Webster Bank N. A. boosted its stake in shares of MetLife, Inc. (NYSE:MET – Free Report) by 21.3% in the 4th quarter, according to the company in its most recent disclosure with the SEC. The firm owned 1,138 shares of the financial services provider’s stock after buying an additional 200 shares during the quarter. Webster Bank N. A.’s holdings in MetLife were worth $93,000 as of its most recent SEC filing.
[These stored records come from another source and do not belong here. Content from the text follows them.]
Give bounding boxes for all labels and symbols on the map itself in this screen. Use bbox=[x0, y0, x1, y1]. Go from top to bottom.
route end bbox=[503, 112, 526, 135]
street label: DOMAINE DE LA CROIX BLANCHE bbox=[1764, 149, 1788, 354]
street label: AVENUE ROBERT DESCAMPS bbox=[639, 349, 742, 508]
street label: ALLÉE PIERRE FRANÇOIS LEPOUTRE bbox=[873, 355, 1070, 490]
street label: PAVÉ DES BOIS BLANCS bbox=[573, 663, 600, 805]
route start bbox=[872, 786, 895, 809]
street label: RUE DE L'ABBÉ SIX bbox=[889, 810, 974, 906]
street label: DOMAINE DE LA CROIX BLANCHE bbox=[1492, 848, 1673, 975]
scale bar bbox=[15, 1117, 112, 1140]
Other institutional investors also recently added to or reduced their stakes in the company. MeadowBrook Investment Advisors LLC boosted its position in MetLife by 244.4% during the third quarter. MeadowBrook Investment Advisors LLC now owns 310 shares of the financial services provider’s stock worth $26,000 after purchasing an additional 220 shares during the period. Carmichael Hill & Associates Inc. boosted its position in MetLife by 131.9% during the third quarter. Carmichael Hill & Associates Inc. now owns 327 shares of the financial services provider’s stock worth $27,000 after purchasing an additional 186 shares during the period. Wolff Wiese Magana LLC boosted its position in MetLife by 374.3% during the third quarter. Wolff Wiese Magana LLC now owns 351 shares of the financial services provider’s stock worth $29,000 after purchasing an additional 277 shares during the period. Peterson Financial Group Inc. bought a new position in MetLife during the third quarter worth about $30,000. Finally, Retirement Wealth Solutions LLC bought a new position in MetLife during the fourth quarter worth about $32,000. Institutional investors own 94.99% of the company’s stock.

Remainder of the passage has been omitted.